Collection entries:
++++++++++++++++++++

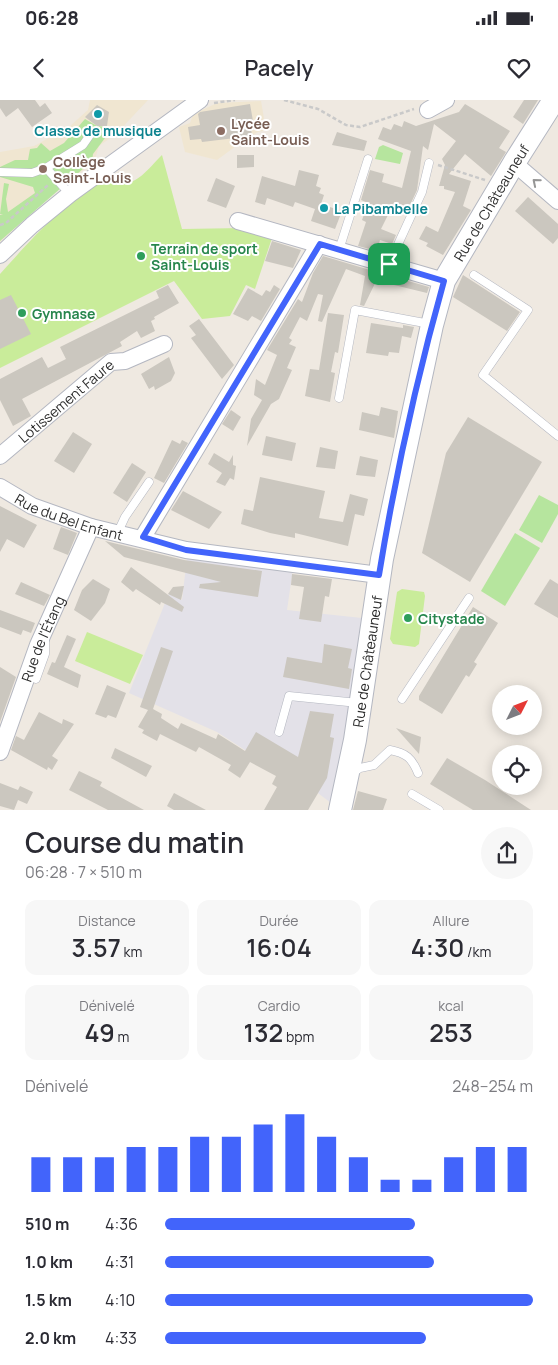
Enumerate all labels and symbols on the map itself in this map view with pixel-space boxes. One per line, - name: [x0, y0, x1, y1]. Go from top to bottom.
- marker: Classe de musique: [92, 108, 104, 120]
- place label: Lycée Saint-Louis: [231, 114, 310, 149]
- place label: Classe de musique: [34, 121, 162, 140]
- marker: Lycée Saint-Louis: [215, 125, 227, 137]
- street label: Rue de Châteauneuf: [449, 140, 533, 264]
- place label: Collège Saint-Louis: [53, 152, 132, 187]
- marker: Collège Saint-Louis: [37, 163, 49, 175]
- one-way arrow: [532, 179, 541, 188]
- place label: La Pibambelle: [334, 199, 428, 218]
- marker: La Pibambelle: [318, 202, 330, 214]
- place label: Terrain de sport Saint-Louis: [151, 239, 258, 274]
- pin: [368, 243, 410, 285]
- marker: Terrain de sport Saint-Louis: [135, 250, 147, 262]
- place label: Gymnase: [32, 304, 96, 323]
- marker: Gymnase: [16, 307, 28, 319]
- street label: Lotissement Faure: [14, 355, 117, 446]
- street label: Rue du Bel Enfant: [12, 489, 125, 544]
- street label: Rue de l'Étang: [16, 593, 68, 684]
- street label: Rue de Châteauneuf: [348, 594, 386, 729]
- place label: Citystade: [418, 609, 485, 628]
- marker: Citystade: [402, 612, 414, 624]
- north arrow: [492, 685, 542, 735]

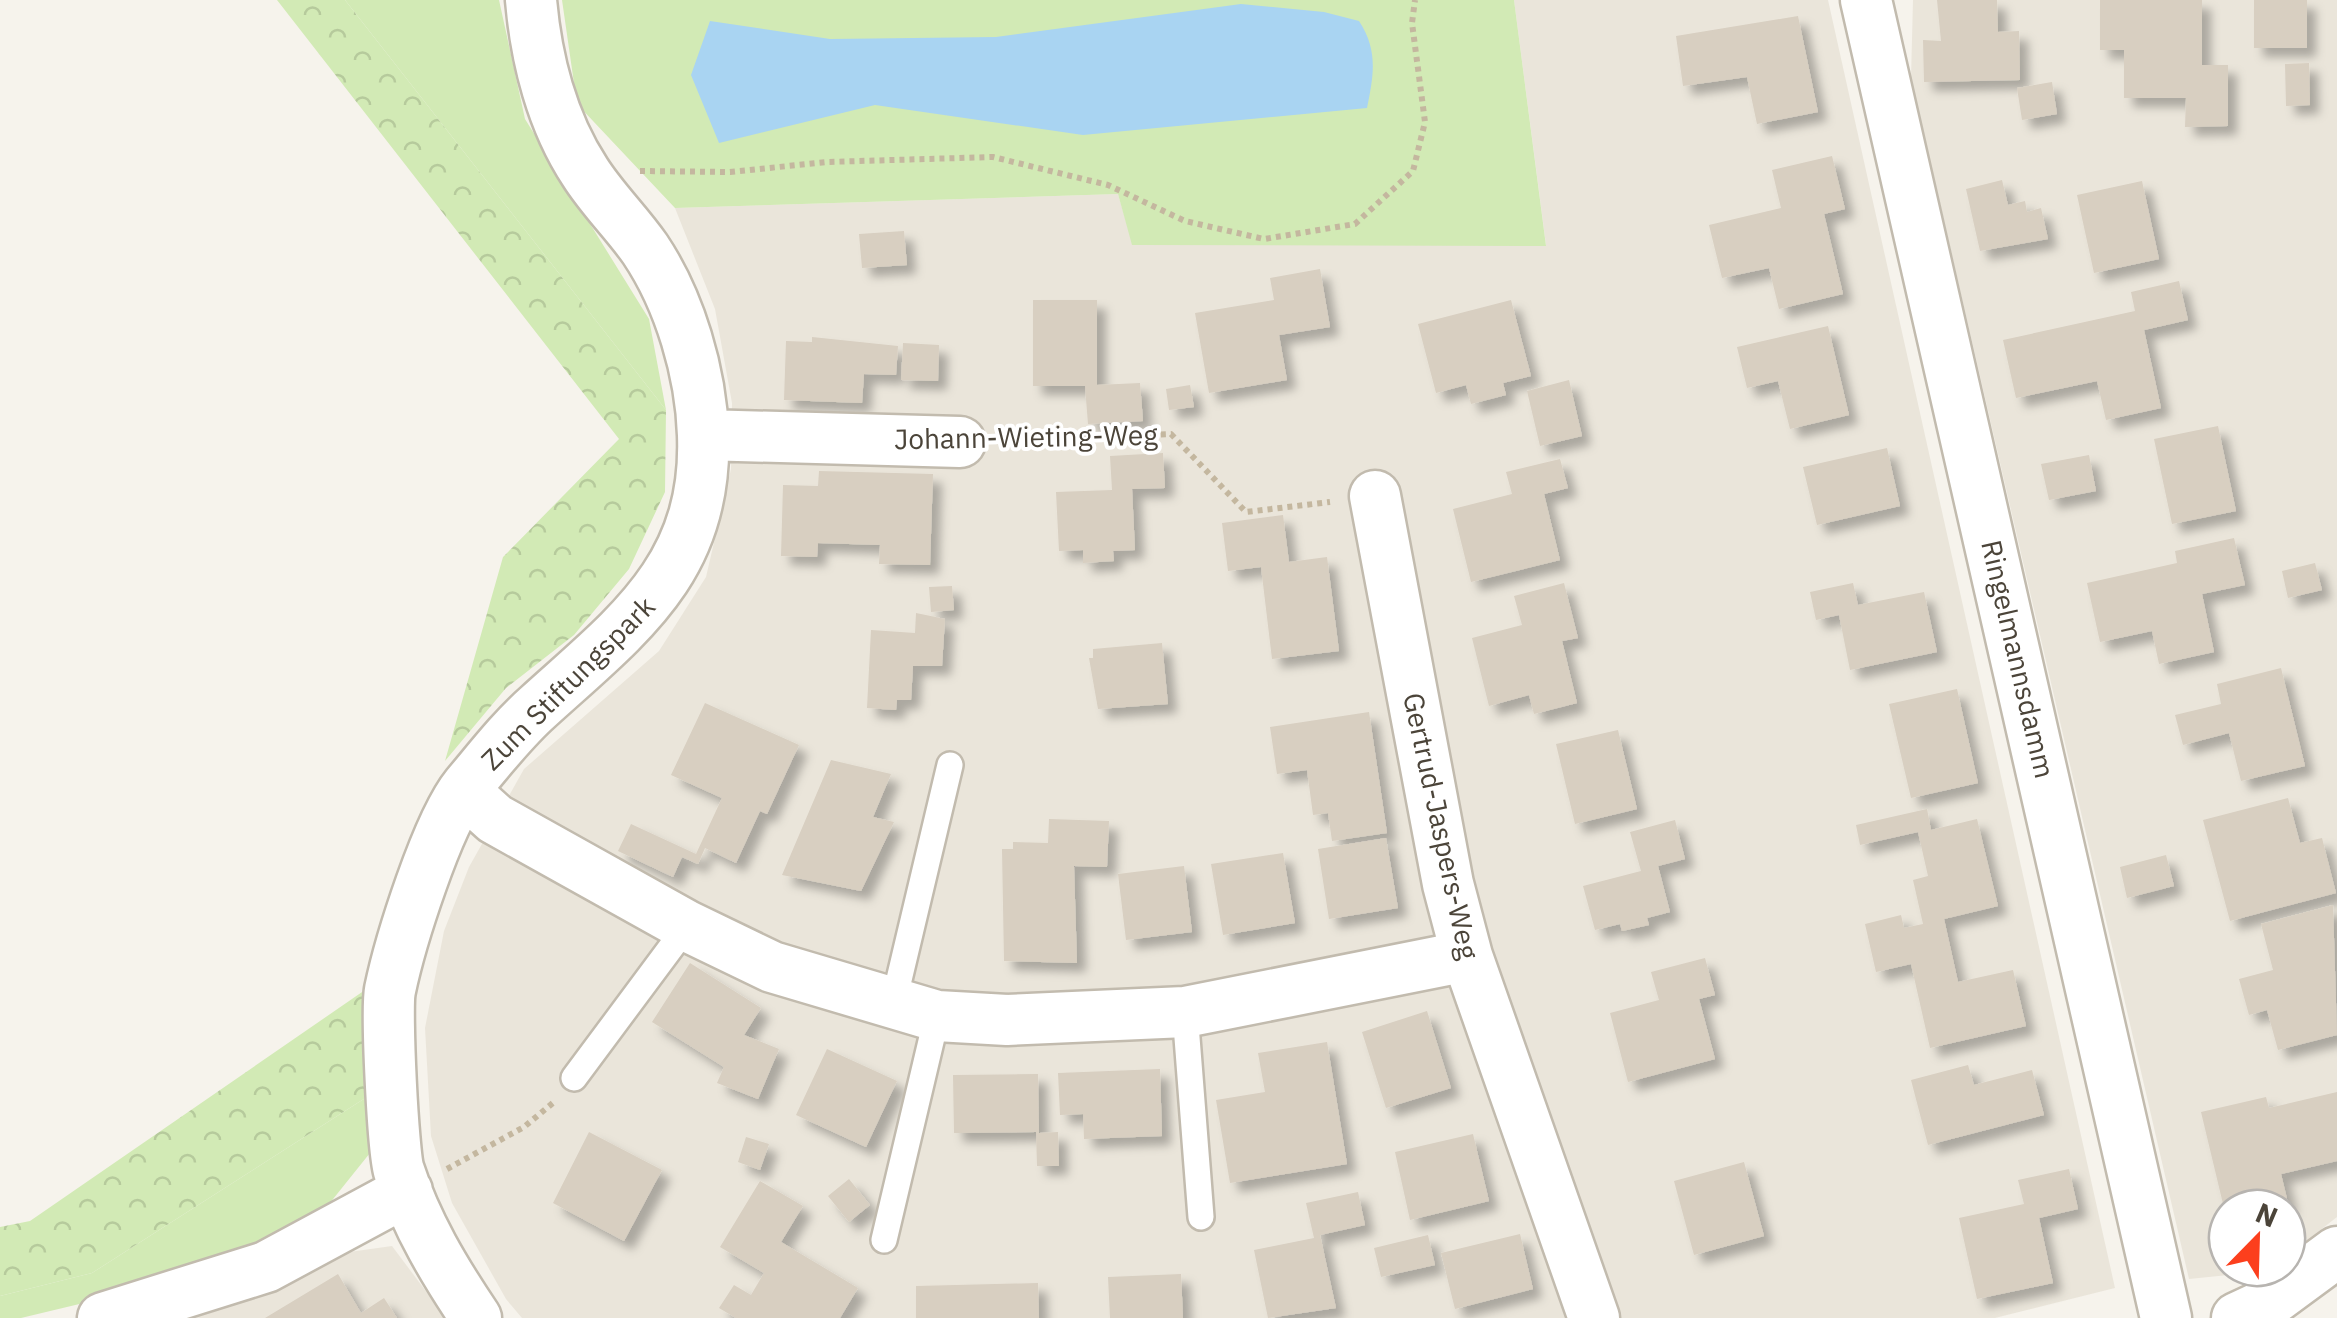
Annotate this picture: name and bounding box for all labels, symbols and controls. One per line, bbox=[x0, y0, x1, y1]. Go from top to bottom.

++++++++++++++++++++

§ **Your objective**: Transcribe the records above exactly, without images.

§ **Exercise response**:
Enumerate all labels and symbols on the map itself in this map view with pixel-space boxes. One per line, - name: [x0, y0, x1, y1]. Go from top to bottom.
- marker: Classe de musique: [92, 108, 104, 120]
- place label: Lycée Saint-Louis: [231, 114, 310, 149]
- place label: Classe de musique: [34, 121, 162, 140]
- marker: Lycée Saint-Louis: [215, 125, 227, 137]
- street label: Rue de Châteauneuf: [449, 140, 533, 264]
- place label: Collège Saint-Louis: [53, 152, 132, 187]
- marker: Collège Saint-Louis: [37, 163, 49, 175]
- one-way arrow: [532, 179, 541, 188]
- place label: La Pibambelle: [334, 199, 428, 218]
- marker: La Pibambelle: [318, 202, 330, 214]
- place label: Terrain de sport Saint-Louis: [151, 239, 258, 274]
- pin: [368, 243, 410, 285]
- marker: Terrain de sport Saint-Louis: [135, 250, 147, 262]
- place label: Gymnase: [32, 304, 96, 323]
- marker: Gymnase: [16, 307, 28, 319]
- street label: Lotissement Faure: [14, 355, 117, 446]
- street label: Rue du Bel Enfant: [12, 489, 125, 544]
- street label: Rue de l'Étang: [16, 593, 68, 684]
- street label: Rue de Châteauneuf: [348, 594, 386, 729]
- place label: Citystade: [418, 609, 485, 628]
- marker: Citystade: [402, 612, 414, 624]
- north arrow: [492, 685, 542, 735]

Annotate this picture: name and bounding box for all labels, symbols and controls. One per line, bbox=[x0, y0, x1, y1]. Go from top to bottom.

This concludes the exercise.